Mobile health (mHealth) for diabetes is a new but rapidly growing field that can potentially increase access to healthcare and improve self-management of diabetes. In this issue, Shan et al ( review state-of-the-art mHealth interventions for diabetes, discussing how components and features of existing interventions vary according to the specific patient needs to be addressed. The clinical outcomes of mHealth interventions are generally modest but promising. Currently, it is unknown which features are most effective at promoting clinical improvement, but expanding usage, personalisation and the incorporation of techniques for precision medicine are key future directions. Addressing barriers, such as cost, sustainability and integration with the healthcare system, is necessary for mHealth tools to be more widely adopted. The figure from this review is available as a downloadable slide.

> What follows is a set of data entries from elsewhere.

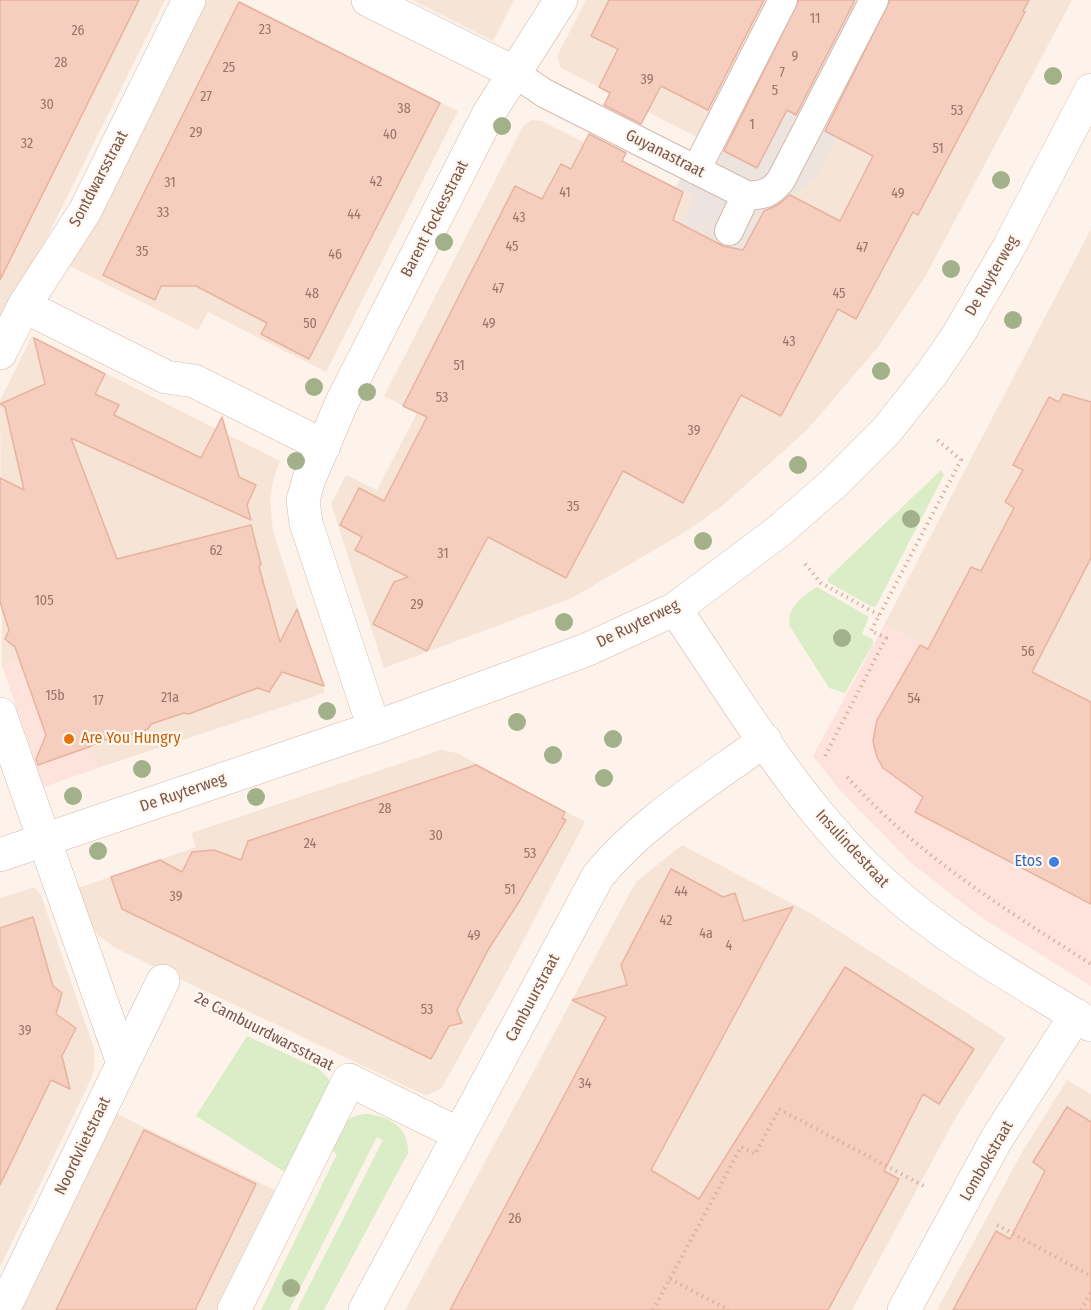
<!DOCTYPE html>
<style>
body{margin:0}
canvas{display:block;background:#fef3ea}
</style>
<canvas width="1091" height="1310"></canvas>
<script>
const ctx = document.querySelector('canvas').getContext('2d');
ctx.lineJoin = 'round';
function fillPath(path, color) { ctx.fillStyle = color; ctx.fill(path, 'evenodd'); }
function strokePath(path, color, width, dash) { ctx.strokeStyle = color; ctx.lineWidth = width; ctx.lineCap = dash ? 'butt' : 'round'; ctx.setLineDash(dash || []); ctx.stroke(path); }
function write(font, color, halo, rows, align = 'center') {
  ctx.font = font + ' "Fira Sans Condensed",sans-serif'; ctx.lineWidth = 4.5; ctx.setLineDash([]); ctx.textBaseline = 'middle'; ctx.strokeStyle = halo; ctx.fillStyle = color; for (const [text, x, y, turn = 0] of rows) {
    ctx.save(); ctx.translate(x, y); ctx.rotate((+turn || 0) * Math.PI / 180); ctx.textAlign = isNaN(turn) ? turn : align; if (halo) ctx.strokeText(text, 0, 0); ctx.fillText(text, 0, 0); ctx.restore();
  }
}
fillPath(new Path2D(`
 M0 0H165L0 332Z
 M198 0H238L458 111 326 372 208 312 198 330 68 265Z
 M412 0H514L493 41Z
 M586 0H772L701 139 561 68 557 56Z
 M909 0H1072L925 277 878 347 808 429 721 507 685 532 572 598 384 668 331 504 346 475 377 490 417 413 384 396 523 126 532 120 541 121 695 197Z
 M1091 229V732L884 625Z
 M32 336 280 461 273 480 270 501 273 531 325 693 98 768 56 647 2 666 0 401Z
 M441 750 457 753 585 822 511 964 441 1089 427 1095 418 1092 115 948 99 936 93 928 78 888 196 847 191 833Z
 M682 845 812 914 1006 1038 956 1117 852 1310H405L627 898 637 881Z
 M35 887 41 895 94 1048V1069L91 1079 0 1267V898Z
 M1067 1080 1091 1094V1310H937L1021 1154Z
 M113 1112 279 1192 222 1310H16Z`), '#f6e4d7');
fillPath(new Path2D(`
 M884 625 1091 732V986L979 916 910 862 839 789 813 756Z
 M56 647 98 768 44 787 2 666Z`), '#fee3dd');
fillPath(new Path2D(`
 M772 0H909L816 177 780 206 727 284 667 253 694 197 676 187Z`), '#ede4df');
fillPath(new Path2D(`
 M941 470 944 475 876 606 872 607 828 582V578Z
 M817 587 869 617 862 634 873 639V644L845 693 829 688 789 625C788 606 802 597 817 587Z
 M247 1036 319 1069 328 1078 330 1083 288 1174 196 1116Z
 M368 1114C391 1117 409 1128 408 1153L324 1310H297L383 1140 377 1137 289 1310H261L337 1154 329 1149C339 1130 343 1115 368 1114Z`), '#dbedc6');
const building = new Path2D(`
 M0 0H139L0 280Z
 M609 0H764L708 110 661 86 641 124 604 105 610 93 599 87 618 49 591 36Z
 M799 0H855L796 115 787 110 757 168 724 151Z
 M890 0H1029L1023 11 1025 12 918 215 913 212 856 319 838 309 781 416 741 395 683 503 623 471 566 578 488 537 427 651 373 624 394 582 408 577 355 550 362 537 340 525 359 488 384 501 427 417 403 406 515 186 542 199 561 164 571 169 589 134 626 153 622 161 683 192 673 220 723 246 743 250 764 211 778 205 790 195 840 221 873 156 825 131Z
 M239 2 440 103 309 359 261 334 267 323 196 286H161L155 300 103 275Z
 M34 338 105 374 95 394 119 405 114 415 201 458 222 417 239 477 256 485 247 505 251 520 71 438 117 559 251 525 261 564 259 567 280 642 297 609 324 686 282 672 269 692 258 688 244 693 189 714 184 713 151 724 148 729 110 741 103 739 89 747 38 765 36 759 46 735 15 647 5 639 9 630 0 602V478L24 490 5 407 0 404 45 384Z
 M1063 394 1091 402V558L1032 672 1091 702V904L915 812 923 797 883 768 877 757 873 741 877 720 920 645 928 649 971 567 981 571 1014 508 1005 502 1023 470 1013 465 1049 397 1059 402Z
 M476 765 565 812 562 818 566 820 520 900 488 950 457 1010 462 1023 449 1026 431 1059 122 909 111 877 160 860 182 872 192 852 214 850 241 860 248 841Z
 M671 869 723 897 735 893 744 921 793 907 651 1170 699 1199 845 967 974 1049 939 1104 923 1094 884 1171 899 1179 828 1310H450L606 1017 572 1000 627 985 621 965Z
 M33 917 53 986 62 993 56 1014 76 1028 62 1056 70 1089 51 1080 0 1185V928Z
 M1067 1107 1091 1122V1310H953L996 1231 1010 1239 1045 1171 1033 1162Z
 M144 1130 256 1184 195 1310H56Z`);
fillPath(building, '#f5cebf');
strokePath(building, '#e9b29e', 1.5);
const service = new Path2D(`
 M515 73 544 93 746 195C763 196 771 193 781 180L874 0
 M696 170 783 0
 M729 231 746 195`);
const minor = new Path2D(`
 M368 0 515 73
 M24 306 166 377 194 381 324 446
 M0 353 24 306 85 211 189 0
 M675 609C741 705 802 812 891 890 950 943 1024 983 1091 1025
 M0 714 123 1063
 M374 728 306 523 303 500 309 479 342 402 489 113 561 0
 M0 855 374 728 586 650 675 609 779 531 834 483 887 430 932 373 958 335 1009 247 1091 90
 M3 1310 163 981
 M234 1310 349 1080 459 1134
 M365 1310 598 876C643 821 708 782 765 740
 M904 1310 996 1140 1076 1015`);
strokePath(service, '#d2b9ad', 30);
strokePath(minor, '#d2b9ad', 34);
strokePath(new Path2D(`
 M805 564 821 583 879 615
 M825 756 886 638 871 631 961 460 935 438
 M847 777C917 855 1003 908 1091 964
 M201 1000 316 1056
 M997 1225 1091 1276
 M670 1279 729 1310
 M653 1310 741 1147 755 1154 779 1109 924 1186
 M1081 1310 1091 1292`), '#dbb1a1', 4, [1.5, 4.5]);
strokePath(service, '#fff', 28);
strokePath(minor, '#fff', 33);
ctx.fillStyle = '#a3b18b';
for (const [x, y] of [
 [1053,76],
 [502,126],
 [1001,180],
 [444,242],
 [951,269],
 [1013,320],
 [881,371],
 [314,387],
 [367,392],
 [296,461],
 [798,465],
 [911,519],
 [703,541],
 [564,622],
 [842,638],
 [327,711],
 [517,722],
 [613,739],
 [553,755],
 [142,769],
 [604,778],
 [73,796],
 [256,797],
 [98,851],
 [291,1288]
]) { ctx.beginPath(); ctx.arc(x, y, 9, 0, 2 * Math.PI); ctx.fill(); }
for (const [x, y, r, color] of [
 [69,739,6,"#e8710a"],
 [1054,862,6,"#3f7fe0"]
]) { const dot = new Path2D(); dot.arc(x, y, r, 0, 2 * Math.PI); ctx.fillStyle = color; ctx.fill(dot); strokePath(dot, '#fff8f1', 2); }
write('14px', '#9a7467', null, [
 ["11",815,19],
 ["23",265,30],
 ["26",78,31],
 ["9",795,57],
 ["28",61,63],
 ["25",229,68],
 ["7",782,73],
 ["39",647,80],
 ["5",775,91],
 ["27",206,97],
 ["30",47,105],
 ["38",404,109],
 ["53",957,111],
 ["1",752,125],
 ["29",196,133],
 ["40",390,135],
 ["32",27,144],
 ["51",938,149],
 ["42",376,182],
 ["31",170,183],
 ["41",565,193],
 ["49",898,194],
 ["33",163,213],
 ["44",354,215],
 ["43",519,218],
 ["45",512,247],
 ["47",862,248],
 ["35",142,252],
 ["46",335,255],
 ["47",498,289],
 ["48",312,294],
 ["45",839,294],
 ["50",310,324],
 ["49",489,324],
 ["43",789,342],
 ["51",459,366],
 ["53",442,398],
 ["39",694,431],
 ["35",573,507],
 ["62",216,551],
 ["31",443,554],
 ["105",44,601],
 ["29",417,605],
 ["56",1028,652],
 ["15b",55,696],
 ["21a",170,698],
 ["54",914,699],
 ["17",98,701],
 ["28",385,809],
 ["30",436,836],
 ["24",310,844],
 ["53",530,854],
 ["51",510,890],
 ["44",681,892],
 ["39",176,897],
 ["42",666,921],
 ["4a",706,934],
 ["49",474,936],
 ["4",729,946],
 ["53",427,1010],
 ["39",25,1031],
 ["34",585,1084],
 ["26",515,1219]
]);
write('16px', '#7b564a', '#fff8f1', [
 ["Guyanastraat",665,154,27],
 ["Sontdwarsstraat",99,179,-62],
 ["Barent Fockesstraat",435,219,-63],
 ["De Ruyterweg",992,276,-60],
 ["De Ruyterweg",638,624,-26],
 ["De Ruyterweg",183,793,-19],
 ["Insulindestraat",852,849,47],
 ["Cambuurstraat",533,998,-62],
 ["2e Cambuurdwarsstraat",264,1032,27],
 ["Noordvlietstraat",83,1146,-64],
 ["Lombokstraat",987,1161,-60]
]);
write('16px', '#c56008', '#fff8f1', [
 ["Are You Hungry",81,739]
], 'left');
write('16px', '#366cbe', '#fff8f1', [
 ["Etos",1042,862]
], 'right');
</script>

Glucose controls glucagon secretion by directly modulating cAMP in alpha cells – published online 05/04/2019

Figure from Yu paper

Qian Yu, Hongyan Shuai, Parvin Ahooghalandari, Erik Gylfe, Anders Tengholm


Despite the importance of glucagon in glycaemic control, it remains unclear how glucose regulates glucagon secretion from pancreatic alpha cells. In this issue, Yu et al ( investigate the role of the intracellular messenger cAMP in alpha-cell-intrinsic glucose regulation of glucagon release. The authors report that glucose-induced alterations of glucagon release are paralleled by changes in subplasmalemmal cAMP concentration in alpha cells. In support of a regulatory role for cAMP, glucose-induced suppression of glucagon release was prevented by imposed elevations in cAMP, while inhibition of protein kinase A (a mediator of the effects of cAMP) mimicked the suppressive effect of glucose on glucagon. Yu and colleagues provide evidence that glucose acts directly on alpha cells to regulate glucagon secretion independent of paracrine signalling from insulin or somatostatin. The authors conclude that these findings point to a new mechanism for glucose control of glucagon release and indicate that the counter-regulatory glucagon response to hypoglycaemia could be enhanced by agents that increase cAMP concentration in alpha cells.